En passant, je me nomme Avraham Yéchaya Lévy, oui, comme notre patriarche et le grand ‘Hazon Ich. Je viens d’une famille établie à Bné Brak, que l’on peut qualifier d’orthodoxe. Même si je suis convaincu que les cases et les étiquettes ont pour fonction unique de repère social. Je viens tout juste de fêter mes vingt-deux ans. Je suis l’aîné d’une fratrie de neuf enfants et j’ai toujours eu, aux dires de mes proches et de mes profs, une forte personnalité. En toute objectivité, je ne suis toujours pas convaincu de cette affirmation.

Je découvrais que la plupart de mes confrères avec qui je partageais ma chambre cette année avaient sensiblement le même âge que moi. Excepté Yona, qui semblait être le plus âgé de nous quatre.
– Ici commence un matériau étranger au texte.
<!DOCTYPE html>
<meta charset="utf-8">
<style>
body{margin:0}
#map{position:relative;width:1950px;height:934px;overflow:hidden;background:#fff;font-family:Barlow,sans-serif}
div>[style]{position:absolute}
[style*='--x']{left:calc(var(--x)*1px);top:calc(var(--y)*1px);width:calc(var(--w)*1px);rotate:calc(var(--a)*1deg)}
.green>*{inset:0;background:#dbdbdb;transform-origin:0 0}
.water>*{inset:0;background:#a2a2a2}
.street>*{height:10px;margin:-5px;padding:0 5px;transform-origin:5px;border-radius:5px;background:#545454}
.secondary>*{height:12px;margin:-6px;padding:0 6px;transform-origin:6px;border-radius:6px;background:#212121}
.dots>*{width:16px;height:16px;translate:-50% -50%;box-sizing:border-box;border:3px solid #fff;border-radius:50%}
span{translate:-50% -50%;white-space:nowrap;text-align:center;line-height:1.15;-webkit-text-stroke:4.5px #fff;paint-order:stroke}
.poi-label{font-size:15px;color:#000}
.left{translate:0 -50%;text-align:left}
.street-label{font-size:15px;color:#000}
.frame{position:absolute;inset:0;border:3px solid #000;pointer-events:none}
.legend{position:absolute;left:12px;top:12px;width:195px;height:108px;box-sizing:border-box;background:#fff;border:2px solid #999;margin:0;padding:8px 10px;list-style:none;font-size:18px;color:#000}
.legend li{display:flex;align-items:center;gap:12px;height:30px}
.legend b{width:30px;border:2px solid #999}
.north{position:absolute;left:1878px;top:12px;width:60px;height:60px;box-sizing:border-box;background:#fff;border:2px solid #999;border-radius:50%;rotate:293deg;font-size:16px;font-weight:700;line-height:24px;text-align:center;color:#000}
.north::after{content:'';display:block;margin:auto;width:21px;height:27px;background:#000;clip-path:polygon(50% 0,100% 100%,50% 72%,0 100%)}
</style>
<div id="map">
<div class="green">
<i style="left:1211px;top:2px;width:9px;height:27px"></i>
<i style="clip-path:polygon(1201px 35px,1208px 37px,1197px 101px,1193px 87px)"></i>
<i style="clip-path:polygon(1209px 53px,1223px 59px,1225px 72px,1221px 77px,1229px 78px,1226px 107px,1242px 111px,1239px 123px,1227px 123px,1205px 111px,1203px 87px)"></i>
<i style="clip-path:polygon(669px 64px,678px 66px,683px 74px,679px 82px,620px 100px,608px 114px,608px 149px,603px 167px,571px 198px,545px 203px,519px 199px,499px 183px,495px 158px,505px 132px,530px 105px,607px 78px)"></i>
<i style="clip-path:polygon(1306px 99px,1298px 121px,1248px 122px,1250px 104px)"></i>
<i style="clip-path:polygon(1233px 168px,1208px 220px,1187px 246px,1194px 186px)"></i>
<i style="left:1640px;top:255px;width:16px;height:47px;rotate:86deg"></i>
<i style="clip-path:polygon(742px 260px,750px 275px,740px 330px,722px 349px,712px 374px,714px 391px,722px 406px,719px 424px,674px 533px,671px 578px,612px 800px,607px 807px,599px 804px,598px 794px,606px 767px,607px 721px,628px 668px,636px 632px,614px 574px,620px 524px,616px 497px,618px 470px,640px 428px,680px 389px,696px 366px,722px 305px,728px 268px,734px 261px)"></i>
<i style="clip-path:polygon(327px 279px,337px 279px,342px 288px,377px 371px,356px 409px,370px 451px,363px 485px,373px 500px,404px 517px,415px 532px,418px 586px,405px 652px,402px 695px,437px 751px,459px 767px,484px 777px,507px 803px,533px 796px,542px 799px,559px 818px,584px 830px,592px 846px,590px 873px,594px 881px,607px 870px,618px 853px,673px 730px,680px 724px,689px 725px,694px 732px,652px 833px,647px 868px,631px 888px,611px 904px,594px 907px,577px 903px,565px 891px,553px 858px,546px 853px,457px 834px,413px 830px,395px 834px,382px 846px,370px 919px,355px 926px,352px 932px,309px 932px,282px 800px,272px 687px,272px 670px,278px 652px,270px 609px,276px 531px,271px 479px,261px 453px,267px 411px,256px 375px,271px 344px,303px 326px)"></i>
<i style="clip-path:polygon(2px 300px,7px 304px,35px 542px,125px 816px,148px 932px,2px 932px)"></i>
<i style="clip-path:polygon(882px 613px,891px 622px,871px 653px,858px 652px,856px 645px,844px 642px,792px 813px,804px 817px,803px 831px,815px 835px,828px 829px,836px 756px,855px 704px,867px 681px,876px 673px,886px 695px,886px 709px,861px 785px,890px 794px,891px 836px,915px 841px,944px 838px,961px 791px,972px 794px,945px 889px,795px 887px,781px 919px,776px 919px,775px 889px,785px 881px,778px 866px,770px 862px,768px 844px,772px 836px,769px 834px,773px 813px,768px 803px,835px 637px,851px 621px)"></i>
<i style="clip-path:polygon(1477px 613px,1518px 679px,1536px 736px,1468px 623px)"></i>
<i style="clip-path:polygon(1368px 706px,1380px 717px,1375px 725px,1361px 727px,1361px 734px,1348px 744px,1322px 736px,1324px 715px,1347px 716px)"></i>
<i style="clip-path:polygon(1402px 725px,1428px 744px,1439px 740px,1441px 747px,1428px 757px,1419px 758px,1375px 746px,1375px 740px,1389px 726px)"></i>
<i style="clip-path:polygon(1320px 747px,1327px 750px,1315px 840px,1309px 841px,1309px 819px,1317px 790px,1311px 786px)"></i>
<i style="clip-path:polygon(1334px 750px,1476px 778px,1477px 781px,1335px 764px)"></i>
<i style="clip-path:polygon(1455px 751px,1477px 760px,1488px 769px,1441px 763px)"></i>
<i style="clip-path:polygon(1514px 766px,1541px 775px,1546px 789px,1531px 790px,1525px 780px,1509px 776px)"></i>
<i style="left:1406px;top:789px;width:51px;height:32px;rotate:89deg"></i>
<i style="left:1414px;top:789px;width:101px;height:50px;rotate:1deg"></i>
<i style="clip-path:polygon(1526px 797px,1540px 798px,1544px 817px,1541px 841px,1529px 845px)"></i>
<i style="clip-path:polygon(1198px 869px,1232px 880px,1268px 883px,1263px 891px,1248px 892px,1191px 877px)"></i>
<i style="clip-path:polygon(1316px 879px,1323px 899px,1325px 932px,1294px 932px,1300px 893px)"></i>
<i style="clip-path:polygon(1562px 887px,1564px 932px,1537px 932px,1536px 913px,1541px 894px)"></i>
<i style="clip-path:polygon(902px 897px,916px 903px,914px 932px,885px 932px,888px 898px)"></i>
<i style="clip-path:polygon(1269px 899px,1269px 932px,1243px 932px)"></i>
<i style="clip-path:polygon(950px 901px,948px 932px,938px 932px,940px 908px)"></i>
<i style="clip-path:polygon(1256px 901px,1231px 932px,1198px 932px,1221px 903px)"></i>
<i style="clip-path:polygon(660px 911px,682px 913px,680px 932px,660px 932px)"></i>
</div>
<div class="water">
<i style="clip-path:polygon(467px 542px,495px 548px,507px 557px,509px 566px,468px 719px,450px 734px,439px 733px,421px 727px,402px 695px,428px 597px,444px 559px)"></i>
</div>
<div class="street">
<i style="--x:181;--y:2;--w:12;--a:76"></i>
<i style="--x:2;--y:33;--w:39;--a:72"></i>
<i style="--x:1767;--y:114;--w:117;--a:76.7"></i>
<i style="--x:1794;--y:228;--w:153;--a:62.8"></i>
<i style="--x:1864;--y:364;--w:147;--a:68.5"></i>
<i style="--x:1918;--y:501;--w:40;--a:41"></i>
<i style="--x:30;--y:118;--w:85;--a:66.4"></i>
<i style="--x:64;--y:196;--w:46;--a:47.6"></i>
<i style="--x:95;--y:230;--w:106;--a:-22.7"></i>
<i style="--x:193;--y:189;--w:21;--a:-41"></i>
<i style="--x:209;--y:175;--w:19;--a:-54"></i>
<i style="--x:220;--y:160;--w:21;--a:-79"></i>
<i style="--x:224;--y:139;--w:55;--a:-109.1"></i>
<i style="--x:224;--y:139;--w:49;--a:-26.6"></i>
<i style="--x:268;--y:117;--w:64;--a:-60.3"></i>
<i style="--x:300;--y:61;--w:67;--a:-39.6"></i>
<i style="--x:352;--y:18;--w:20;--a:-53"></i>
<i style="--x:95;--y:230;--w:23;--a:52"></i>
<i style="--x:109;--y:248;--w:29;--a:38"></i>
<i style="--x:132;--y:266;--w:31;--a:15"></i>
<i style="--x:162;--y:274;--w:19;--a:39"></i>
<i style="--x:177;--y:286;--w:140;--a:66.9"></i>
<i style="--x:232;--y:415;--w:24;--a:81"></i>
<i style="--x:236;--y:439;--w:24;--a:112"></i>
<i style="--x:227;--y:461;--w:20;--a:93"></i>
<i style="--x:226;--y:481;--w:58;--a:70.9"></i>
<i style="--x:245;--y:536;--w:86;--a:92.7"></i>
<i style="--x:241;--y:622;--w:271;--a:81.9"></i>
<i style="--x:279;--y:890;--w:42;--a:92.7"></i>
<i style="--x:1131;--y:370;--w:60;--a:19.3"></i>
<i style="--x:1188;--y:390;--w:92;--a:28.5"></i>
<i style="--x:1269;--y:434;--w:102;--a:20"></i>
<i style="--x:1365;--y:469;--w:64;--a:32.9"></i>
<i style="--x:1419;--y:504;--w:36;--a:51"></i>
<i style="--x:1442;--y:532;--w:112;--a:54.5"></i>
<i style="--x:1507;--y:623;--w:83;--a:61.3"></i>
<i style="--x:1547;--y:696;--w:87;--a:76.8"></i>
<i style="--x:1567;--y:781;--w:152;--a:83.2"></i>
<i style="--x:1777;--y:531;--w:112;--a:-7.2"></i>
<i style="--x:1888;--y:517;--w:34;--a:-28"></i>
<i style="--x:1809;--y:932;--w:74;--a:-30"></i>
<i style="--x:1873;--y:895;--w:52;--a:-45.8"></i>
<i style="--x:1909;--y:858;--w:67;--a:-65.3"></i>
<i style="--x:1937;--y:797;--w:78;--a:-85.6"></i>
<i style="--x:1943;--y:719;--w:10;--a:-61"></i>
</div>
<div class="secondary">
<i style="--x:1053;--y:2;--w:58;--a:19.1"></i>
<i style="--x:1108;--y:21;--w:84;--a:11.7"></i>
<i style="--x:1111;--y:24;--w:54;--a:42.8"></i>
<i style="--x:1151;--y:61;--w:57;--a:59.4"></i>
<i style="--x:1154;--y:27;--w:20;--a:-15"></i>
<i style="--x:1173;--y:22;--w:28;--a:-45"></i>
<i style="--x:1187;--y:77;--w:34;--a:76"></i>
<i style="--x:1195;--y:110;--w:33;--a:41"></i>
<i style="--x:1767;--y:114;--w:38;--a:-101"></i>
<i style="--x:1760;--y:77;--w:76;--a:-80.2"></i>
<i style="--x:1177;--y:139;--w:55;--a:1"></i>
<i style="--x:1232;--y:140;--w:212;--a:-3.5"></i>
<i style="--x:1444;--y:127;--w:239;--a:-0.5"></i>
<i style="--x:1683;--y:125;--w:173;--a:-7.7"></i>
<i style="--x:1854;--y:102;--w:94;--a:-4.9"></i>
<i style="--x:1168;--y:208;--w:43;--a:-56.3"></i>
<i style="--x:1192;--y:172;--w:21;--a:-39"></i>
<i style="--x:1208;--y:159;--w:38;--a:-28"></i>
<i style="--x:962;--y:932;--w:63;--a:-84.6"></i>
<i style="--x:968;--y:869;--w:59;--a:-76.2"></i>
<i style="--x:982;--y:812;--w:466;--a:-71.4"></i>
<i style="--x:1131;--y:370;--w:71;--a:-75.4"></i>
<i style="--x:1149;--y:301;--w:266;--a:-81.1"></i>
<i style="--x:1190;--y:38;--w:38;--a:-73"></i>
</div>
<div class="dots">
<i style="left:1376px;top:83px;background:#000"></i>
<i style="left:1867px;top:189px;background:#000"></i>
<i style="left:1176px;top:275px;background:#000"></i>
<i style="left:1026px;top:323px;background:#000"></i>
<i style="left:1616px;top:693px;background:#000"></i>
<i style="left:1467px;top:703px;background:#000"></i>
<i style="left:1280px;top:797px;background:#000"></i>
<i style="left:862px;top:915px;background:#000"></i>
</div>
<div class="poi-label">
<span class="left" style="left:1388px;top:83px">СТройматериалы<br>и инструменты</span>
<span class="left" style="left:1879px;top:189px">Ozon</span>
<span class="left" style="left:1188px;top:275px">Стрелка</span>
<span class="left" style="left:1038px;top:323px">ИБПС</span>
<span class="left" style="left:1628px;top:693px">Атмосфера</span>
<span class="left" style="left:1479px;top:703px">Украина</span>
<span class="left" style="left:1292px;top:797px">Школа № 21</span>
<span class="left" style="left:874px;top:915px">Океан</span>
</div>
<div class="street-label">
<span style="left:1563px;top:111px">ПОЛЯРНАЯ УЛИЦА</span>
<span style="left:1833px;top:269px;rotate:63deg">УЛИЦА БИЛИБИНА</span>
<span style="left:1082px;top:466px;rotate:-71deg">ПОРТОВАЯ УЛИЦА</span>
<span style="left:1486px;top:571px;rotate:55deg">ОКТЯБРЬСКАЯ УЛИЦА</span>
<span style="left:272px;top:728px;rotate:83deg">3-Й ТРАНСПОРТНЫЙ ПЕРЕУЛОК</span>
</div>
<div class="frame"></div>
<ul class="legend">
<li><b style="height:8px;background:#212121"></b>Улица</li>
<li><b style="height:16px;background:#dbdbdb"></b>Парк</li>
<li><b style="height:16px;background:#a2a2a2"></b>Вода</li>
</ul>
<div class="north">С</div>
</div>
Par la suite, j’apprendrai qu’il est plus vieux de deux ans. Au moment de la répartition des places dans les chambres, de suite, j’avais su que cet homme pas bien grand en taille, mais incommensurable par sa cordialité, allait être facile à vivre.

Souffrant d’acrophobie, je lui avais demandé si cela ne le dérangeait pas de prendre le lit du haut. Il avait dit oui de suite et avait ajouté :

"Békef. D’ailleurs, comme je vois que tu es nouveau ici, une fois que tu auras déballé toutes tes affaires, je te propose de nous rendre ensemble au Beth Hamidrach (salle d’étude), comme ça, tu ne te perdras pas. Je suis arrivé très tôt ce matin et j’ai pu repérer quelques lieux.

- Je vais venir avec vous, parce que moi j’ai encore du mal à me situer. C’est tellement immense ici. Je suis plus habitué aux structures à taille humaine", avait dit celui qui se nommait Yossef.

Lui, comme Yona, portait des lunettes carrées à la monture toute fine. Il les avait ôtées de son nez pour les nettoyer avec le bas de sa chemise blanche impeccablement repassée.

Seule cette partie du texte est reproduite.